The overall impact of such situations has led to hard-hitting stories and items reported by several major publications and broadcasters, including Newsweek, Time, Premiere, CNN and the L.A. Times.
Studio execs wince when they see Time magazine slotting Columbia in its “Loser-of-the-Week” column alongside the Menendez brothers, or when the Los Angeles Times suggests that Columbia is populated by “not nice” people.
Ironically, it was a move by Columbia Pictures president of production Michael Nathanson to confront head-on rumors about the studio and his character that proved one of the major breaks in the Fleiss story.
Nathanson, a studio veteran who has worked for five separate Columbia regimes , went on record with the Los Angeles Times on Aug. 4 to say through attorney Howard Weitzman that he has “not done anything that should cause any concern on behalf of Columbia … It’s time he confront the rumors, put them to bed, and get on with his life.”
Fleiss has also gone on the record with Daily Variety denying any involvement with Nathanson.
A healthy contingent of Columbia executives and rank-and-file now question why SPE and Columbia failed to rally around Nathanson before and after the statements.
They chose instead to have Canton, Ganis and spokeswoman Marcy Granata participate in what was perceived by Nathanson supporters as a negative story about the executive published on Monday.
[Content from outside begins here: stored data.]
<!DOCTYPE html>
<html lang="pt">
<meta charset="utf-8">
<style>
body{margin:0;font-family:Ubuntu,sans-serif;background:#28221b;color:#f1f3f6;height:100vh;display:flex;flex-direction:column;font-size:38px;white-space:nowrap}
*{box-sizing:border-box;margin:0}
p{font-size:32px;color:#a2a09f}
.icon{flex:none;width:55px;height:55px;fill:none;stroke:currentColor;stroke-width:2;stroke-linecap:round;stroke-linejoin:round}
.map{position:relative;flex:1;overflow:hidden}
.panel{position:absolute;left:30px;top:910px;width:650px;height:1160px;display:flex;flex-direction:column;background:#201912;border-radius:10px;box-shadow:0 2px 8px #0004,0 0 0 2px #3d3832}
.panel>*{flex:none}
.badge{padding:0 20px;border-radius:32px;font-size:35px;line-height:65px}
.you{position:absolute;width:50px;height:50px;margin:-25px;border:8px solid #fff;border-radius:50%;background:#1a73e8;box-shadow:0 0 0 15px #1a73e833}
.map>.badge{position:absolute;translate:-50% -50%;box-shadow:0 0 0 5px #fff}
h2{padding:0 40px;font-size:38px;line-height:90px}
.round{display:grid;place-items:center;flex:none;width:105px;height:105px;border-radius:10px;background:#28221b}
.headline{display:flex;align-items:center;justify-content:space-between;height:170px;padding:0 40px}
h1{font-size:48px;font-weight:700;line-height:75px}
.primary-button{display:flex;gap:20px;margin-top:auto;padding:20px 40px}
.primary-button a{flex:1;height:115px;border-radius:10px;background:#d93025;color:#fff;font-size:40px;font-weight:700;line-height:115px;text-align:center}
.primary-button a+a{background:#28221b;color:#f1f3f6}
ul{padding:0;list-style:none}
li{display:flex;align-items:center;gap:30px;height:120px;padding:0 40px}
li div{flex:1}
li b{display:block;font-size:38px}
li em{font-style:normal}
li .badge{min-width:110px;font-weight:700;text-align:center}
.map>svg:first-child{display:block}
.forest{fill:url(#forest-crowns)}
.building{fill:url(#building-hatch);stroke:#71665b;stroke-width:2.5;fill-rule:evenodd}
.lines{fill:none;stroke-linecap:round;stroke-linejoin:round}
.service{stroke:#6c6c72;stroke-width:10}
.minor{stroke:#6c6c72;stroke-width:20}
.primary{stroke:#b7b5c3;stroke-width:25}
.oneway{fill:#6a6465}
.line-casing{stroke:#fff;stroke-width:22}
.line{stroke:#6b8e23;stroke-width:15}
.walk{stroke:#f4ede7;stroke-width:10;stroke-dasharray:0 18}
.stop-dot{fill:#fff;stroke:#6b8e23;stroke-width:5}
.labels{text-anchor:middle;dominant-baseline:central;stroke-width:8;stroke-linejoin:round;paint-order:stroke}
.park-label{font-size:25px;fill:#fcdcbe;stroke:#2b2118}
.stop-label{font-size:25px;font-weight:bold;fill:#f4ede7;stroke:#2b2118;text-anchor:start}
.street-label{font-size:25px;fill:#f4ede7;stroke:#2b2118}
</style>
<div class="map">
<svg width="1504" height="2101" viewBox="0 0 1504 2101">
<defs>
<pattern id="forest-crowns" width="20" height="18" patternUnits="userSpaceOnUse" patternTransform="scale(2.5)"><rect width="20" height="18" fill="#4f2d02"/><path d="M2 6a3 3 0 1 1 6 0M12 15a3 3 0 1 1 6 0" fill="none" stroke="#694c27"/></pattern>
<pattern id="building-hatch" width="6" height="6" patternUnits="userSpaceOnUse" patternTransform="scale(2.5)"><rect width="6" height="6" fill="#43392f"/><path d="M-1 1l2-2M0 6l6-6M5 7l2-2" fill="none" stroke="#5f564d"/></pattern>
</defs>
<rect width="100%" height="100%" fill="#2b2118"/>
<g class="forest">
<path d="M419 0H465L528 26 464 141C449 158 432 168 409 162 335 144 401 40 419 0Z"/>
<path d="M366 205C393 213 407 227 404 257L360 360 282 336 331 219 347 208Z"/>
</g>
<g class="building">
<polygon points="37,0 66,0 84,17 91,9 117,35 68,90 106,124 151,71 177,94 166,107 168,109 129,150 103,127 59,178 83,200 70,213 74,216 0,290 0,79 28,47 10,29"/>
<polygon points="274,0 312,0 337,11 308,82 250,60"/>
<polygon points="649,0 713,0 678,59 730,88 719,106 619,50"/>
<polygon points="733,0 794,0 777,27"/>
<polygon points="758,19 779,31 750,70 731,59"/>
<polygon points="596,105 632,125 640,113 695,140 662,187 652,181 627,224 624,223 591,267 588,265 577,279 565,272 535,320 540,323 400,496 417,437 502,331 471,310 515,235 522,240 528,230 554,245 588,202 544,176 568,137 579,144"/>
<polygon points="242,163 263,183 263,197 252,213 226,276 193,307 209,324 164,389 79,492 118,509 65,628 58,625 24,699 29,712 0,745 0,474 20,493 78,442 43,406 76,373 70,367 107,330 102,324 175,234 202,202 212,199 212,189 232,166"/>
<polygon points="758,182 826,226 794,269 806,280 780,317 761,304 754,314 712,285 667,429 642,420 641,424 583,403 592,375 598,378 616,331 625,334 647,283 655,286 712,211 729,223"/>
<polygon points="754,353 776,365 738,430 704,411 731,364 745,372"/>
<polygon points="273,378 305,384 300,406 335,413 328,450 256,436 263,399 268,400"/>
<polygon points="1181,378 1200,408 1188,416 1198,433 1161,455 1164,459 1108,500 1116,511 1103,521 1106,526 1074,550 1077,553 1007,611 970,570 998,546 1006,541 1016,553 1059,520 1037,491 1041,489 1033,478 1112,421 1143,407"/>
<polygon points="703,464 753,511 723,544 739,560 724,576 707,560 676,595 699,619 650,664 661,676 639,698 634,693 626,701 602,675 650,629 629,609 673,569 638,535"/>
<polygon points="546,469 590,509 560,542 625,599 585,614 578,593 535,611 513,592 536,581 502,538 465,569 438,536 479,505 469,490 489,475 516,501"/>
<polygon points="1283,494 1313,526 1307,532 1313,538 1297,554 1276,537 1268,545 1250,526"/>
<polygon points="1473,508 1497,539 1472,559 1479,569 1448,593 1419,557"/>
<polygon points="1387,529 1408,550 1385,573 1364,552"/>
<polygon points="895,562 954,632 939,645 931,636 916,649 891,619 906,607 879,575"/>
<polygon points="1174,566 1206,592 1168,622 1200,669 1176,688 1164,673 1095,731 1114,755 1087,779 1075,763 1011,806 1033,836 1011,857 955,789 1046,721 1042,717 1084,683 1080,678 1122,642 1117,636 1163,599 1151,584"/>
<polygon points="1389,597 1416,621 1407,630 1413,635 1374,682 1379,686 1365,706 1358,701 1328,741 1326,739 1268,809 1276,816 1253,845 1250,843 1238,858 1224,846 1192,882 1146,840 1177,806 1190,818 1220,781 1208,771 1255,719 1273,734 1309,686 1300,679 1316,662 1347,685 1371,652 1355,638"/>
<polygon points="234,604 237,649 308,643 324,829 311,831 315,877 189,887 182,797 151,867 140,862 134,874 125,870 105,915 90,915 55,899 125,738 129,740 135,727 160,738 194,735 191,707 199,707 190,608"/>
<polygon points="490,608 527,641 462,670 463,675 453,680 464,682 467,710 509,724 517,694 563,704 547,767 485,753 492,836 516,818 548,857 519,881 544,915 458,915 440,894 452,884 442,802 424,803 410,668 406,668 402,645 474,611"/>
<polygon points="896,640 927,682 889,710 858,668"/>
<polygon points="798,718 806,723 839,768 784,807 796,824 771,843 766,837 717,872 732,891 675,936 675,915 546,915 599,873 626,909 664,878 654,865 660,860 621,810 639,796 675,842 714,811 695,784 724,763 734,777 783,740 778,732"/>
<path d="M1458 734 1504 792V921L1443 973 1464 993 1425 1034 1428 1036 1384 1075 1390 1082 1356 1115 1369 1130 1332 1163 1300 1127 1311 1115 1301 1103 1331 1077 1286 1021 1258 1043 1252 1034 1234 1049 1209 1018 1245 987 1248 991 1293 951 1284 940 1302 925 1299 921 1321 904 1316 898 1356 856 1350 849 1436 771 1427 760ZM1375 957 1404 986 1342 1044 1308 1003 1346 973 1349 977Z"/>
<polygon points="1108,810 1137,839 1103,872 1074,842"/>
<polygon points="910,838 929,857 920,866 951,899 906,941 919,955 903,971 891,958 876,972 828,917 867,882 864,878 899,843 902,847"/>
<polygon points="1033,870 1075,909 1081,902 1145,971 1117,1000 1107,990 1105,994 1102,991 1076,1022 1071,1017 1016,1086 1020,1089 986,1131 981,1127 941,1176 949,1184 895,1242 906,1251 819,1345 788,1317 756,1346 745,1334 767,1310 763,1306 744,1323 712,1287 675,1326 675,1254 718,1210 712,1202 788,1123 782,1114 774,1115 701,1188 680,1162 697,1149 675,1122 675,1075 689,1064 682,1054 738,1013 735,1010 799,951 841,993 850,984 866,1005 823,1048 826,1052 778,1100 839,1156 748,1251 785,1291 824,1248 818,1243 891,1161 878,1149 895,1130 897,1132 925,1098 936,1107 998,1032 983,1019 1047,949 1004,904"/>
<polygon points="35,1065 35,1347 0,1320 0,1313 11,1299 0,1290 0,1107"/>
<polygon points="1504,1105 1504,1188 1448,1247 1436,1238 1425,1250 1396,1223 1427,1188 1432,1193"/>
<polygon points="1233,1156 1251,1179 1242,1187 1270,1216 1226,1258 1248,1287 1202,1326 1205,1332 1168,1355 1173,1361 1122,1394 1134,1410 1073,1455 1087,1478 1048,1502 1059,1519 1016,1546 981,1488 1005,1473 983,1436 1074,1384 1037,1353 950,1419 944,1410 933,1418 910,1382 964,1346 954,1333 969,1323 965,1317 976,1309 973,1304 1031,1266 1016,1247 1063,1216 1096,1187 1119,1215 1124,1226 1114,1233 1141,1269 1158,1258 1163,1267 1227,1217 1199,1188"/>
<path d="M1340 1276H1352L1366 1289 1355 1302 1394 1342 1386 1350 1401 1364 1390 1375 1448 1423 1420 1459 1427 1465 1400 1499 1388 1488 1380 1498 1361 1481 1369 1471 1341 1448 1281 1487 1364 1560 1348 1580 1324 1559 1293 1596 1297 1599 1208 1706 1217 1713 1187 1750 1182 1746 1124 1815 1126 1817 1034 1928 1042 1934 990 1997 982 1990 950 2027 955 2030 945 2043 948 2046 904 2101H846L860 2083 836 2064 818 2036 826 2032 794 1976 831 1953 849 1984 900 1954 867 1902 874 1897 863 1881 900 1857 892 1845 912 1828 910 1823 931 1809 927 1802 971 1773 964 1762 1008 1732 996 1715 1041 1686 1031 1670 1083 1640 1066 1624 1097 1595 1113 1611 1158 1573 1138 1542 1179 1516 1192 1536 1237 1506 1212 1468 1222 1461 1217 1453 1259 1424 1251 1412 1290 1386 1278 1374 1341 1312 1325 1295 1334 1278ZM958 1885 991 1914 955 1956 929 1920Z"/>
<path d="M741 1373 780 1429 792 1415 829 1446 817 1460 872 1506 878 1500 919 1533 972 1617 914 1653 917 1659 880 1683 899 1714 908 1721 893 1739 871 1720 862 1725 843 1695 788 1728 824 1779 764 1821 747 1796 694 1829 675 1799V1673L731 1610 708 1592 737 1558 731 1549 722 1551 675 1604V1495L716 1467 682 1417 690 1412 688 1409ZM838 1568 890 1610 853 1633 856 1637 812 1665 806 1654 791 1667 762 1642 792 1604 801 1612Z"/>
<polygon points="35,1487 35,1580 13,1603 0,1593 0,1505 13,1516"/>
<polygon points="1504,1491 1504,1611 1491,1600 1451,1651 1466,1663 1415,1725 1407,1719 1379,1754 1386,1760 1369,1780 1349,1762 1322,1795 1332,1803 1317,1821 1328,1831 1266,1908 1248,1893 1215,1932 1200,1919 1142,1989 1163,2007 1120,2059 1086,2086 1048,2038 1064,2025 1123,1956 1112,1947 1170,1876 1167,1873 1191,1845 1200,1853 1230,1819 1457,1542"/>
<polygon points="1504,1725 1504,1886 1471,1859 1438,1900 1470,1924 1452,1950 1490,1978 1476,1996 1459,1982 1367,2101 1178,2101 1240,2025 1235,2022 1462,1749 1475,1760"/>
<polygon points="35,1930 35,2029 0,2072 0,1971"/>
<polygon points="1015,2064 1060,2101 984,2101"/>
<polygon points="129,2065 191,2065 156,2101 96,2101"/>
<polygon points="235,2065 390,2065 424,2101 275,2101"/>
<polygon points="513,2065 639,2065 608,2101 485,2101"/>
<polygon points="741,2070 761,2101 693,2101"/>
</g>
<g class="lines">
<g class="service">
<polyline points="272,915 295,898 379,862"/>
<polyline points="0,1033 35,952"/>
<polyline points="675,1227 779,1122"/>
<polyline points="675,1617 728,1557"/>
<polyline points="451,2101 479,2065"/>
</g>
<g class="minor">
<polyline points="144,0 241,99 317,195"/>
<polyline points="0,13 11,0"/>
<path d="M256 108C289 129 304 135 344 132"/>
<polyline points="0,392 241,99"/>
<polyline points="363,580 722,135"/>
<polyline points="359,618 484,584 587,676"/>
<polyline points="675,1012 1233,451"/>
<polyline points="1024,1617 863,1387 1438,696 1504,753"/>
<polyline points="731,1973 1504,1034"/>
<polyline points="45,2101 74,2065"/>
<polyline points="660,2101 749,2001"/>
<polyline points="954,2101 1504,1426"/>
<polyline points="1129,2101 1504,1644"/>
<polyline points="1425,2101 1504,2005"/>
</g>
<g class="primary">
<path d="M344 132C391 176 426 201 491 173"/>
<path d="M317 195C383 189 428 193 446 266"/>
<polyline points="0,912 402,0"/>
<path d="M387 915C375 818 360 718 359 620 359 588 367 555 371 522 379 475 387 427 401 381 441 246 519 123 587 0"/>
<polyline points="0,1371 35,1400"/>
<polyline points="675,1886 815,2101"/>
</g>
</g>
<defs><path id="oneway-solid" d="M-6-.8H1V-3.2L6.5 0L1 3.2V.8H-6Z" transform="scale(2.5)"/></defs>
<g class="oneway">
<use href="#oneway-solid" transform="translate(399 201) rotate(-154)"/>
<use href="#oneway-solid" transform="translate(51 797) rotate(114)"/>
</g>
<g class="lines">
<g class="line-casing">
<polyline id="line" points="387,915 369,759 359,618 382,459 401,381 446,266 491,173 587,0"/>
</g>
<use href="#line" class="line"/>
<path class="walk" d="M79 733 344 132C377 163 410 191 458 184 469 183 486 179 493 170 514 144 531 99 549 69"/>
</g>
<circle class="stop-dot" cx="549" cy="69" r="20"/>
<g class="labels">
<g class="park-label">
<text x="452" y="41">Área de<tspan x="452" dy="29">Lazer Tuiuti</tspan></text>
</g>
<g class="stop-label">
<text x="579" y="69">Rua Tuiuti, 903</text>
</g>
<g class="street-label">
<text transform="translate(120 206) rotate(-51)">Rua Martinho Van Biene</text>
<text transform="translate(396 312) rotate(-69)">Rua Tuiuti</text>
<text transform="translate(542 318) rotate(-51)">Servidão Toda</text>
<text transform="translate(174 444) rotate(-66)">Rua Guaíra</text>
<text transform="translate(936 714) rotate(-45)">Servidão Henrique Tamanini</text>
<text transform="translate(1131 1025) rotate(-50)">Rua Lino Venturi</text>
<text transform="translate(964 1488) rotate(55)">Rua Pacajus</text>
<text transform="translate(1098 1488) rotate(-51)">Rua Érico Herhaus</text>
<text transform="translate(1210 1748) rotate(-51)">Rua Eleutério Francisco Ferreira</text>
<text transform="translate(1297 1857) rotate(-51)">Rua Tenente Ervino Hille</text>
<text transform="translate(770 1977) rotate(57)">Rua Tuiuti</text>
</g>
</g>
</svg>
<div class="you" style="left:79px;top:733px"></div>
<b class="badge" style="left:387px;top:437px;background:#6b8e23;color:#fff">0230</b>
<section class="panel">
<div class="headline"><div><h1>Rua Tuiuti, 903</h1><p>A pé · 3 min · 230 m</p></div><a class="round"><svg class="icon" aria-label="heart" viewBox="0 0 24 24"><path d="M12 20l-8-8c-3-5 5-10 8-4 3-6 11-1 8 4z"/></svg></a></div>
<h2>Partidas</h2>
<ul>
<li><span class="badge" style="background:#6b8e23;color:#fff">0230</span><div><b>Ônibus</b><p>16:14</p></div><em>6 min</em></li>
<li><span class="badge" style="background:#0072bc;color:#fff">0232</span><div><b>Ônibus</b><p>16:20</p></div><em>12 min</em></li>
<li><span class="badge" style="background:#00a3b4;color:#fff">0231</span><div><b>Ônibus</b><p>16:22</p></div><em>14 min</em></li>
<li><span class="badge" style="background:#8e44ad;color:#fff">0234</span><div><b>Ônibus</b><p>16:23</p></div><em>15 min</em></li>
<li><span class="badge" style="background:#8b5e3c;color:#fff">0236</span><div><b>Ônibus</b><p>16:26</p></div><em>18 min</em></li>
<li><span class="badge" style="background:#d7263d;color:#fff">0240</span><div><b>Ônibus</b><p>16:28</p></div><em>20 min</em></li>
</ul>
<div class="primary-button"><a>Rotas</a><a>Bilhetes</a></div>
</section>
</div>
Others counter that Nathanson signed off on the company’s news release.
SPE and Columbia sources insist that any conclusive findings in its corporate investigation will yield action, as it moves to eliminate anyone implicated in mixing corporate dollars and vice.
They respond that any individual involved in diverting company funds will be “cut out like a cancer.”
Meanwhile, a company quakes in a muffled panic at what may be nothing more provocative than silence behind studio walls.